Every line of the entries below that carries the string "then" should be copied.

• [Collected data entries]:

== Segment start ==

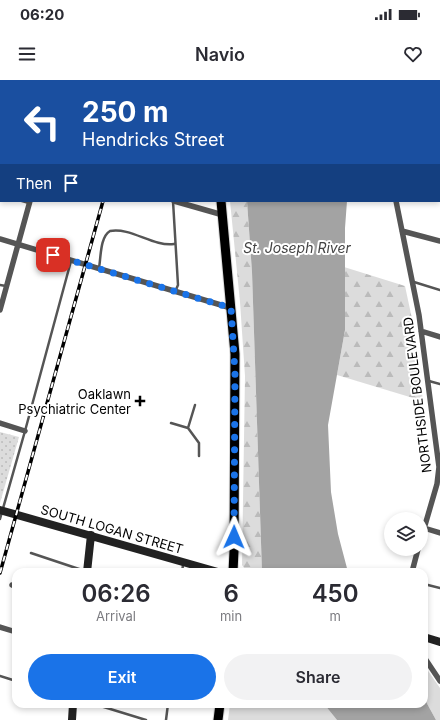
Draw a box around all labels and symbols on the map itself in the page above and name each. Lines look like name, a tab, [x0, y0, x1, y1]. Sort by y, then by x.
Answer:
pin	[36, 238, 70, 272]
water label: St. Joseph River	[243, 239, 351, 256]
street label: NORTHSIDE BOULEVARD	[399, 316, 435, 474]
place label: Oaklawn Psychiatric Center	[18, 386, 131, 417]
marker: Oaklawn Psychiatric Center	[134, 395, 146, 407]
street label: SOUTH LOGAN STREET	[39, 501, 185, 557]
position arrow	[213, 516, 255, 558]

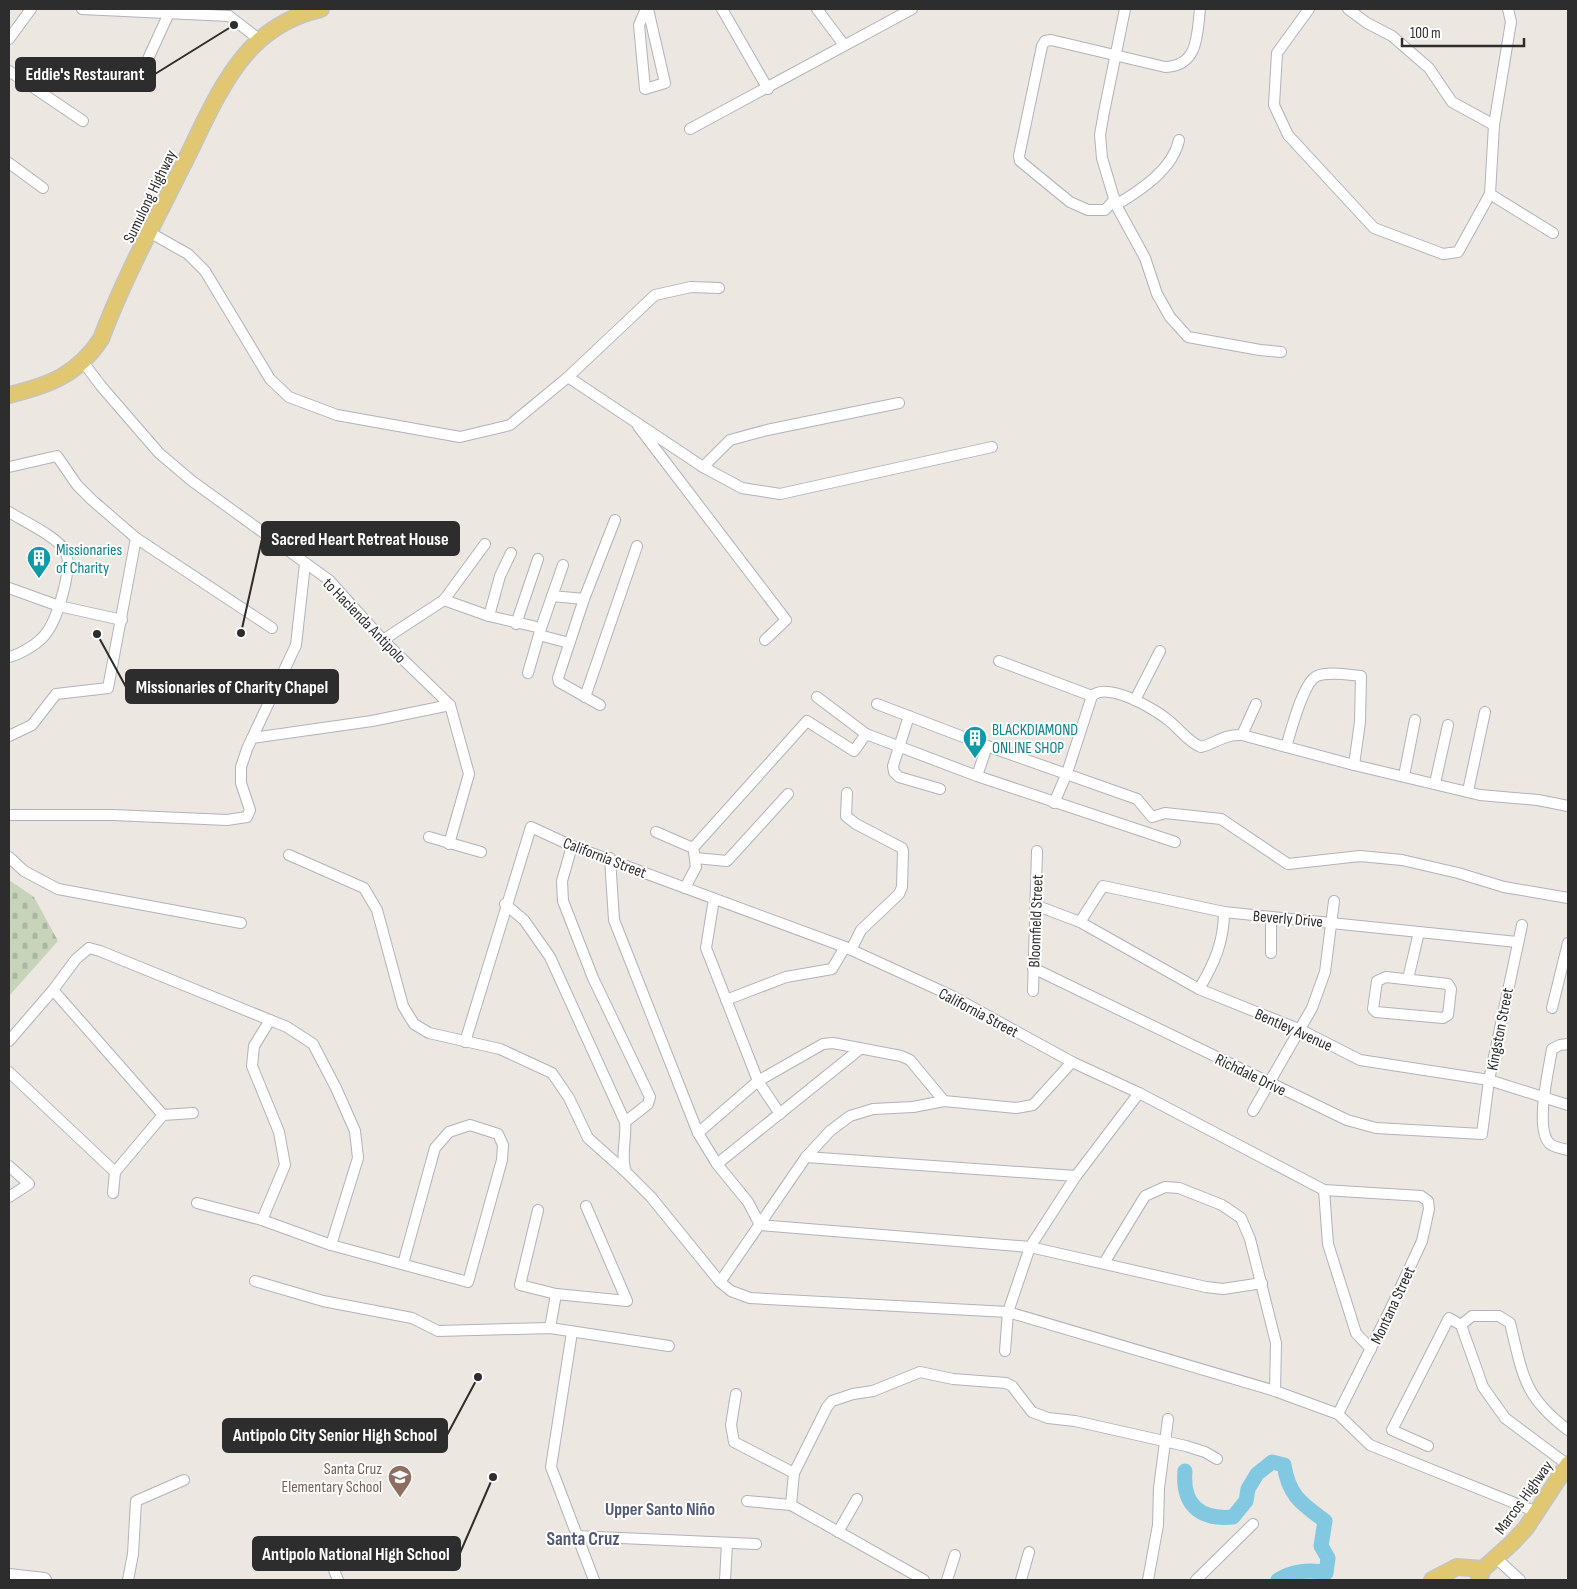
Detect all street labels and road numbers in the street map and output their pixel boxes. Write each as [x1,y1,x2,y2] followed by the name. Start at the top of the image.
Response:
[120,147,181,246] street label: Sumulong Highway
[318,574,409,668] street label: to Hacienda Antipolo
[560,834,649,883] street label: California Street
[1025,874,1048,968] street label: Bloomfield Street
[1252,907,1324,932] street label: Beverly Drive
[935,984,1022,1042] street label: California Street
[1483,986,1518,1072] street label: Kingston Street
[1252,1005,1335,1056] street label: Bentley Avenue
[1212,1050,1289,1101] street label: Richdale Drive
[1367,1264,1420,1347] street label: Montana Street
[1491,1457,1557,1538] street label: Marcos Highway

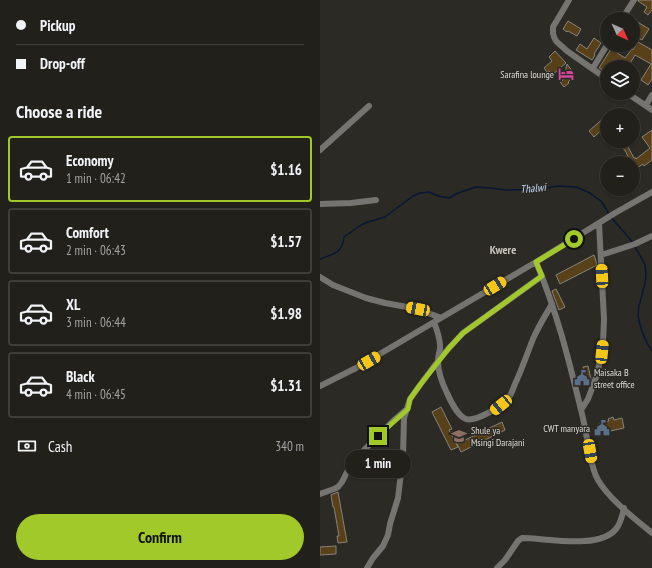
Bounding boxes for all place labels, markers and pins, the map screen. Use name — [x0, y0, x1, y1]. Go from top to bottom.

== Segment end ==
== Segment start ==

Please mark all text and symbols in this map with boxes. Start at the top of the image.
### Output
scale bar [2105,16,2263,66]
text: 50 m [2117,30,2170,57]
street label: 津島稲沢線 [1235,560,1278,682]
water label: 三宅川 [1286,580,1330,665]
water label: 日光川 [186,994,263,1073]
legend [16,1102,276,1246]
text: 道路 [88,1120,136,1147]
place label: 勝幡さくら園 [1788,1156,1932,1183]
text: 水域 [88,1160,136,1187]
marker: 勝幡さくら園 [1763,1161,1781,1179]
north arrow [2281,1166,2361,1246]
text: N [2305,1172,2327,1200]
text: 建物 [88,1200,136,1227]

== Segment end ==
== Segment start ==

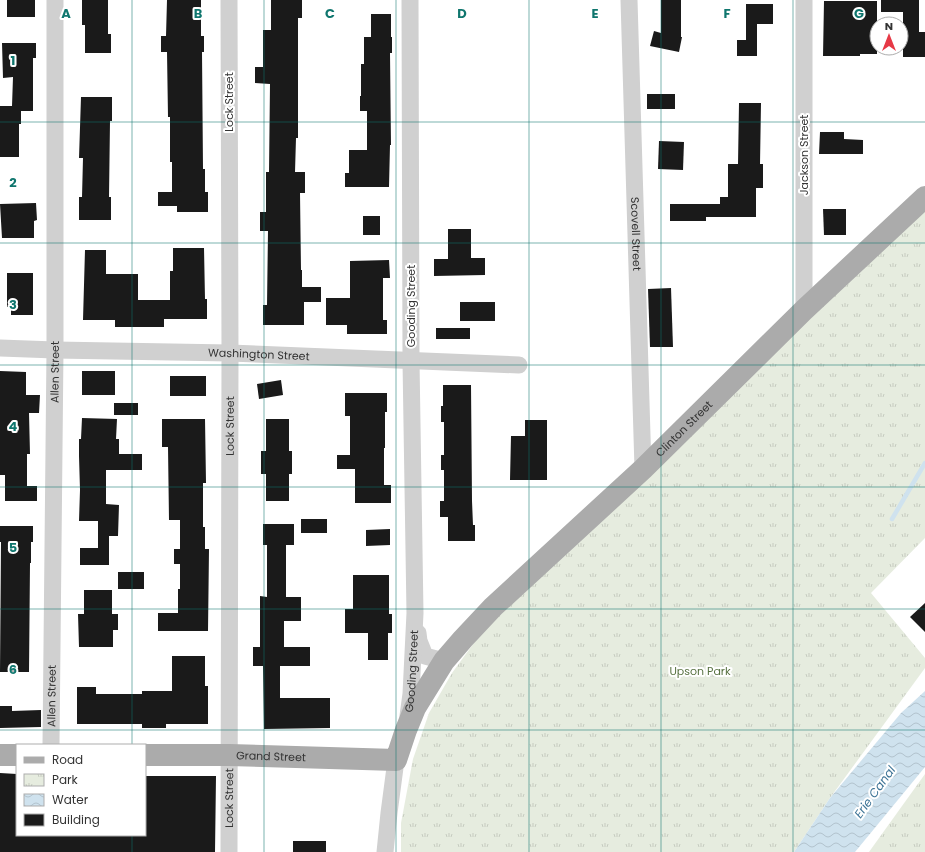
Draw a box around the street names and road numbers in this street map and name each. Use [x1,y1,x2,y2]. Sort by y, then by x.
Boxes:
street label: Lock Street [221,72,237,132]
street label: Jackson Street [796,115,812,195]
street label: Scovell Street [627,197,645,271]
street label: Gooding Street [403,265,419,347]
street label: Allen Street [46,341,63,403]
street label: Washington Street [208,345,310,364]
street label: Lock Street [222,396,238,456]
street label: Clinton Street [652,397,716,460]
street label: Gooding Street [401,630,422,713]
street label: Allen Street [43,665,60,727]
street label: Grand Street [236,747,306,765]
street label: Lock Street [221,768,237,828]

== Segment end ==

• [Result for this task]:
Draw a box around all labels and symbols on the map itself in the page above and name each. Lines look like name, a tab, [x0, y0, x1, y1]. Sort by y, then by x.
Draw a box around the street names and road numbers in this street map and name each. Use [x1,y1,x2,y2]. Sort by y, then by x.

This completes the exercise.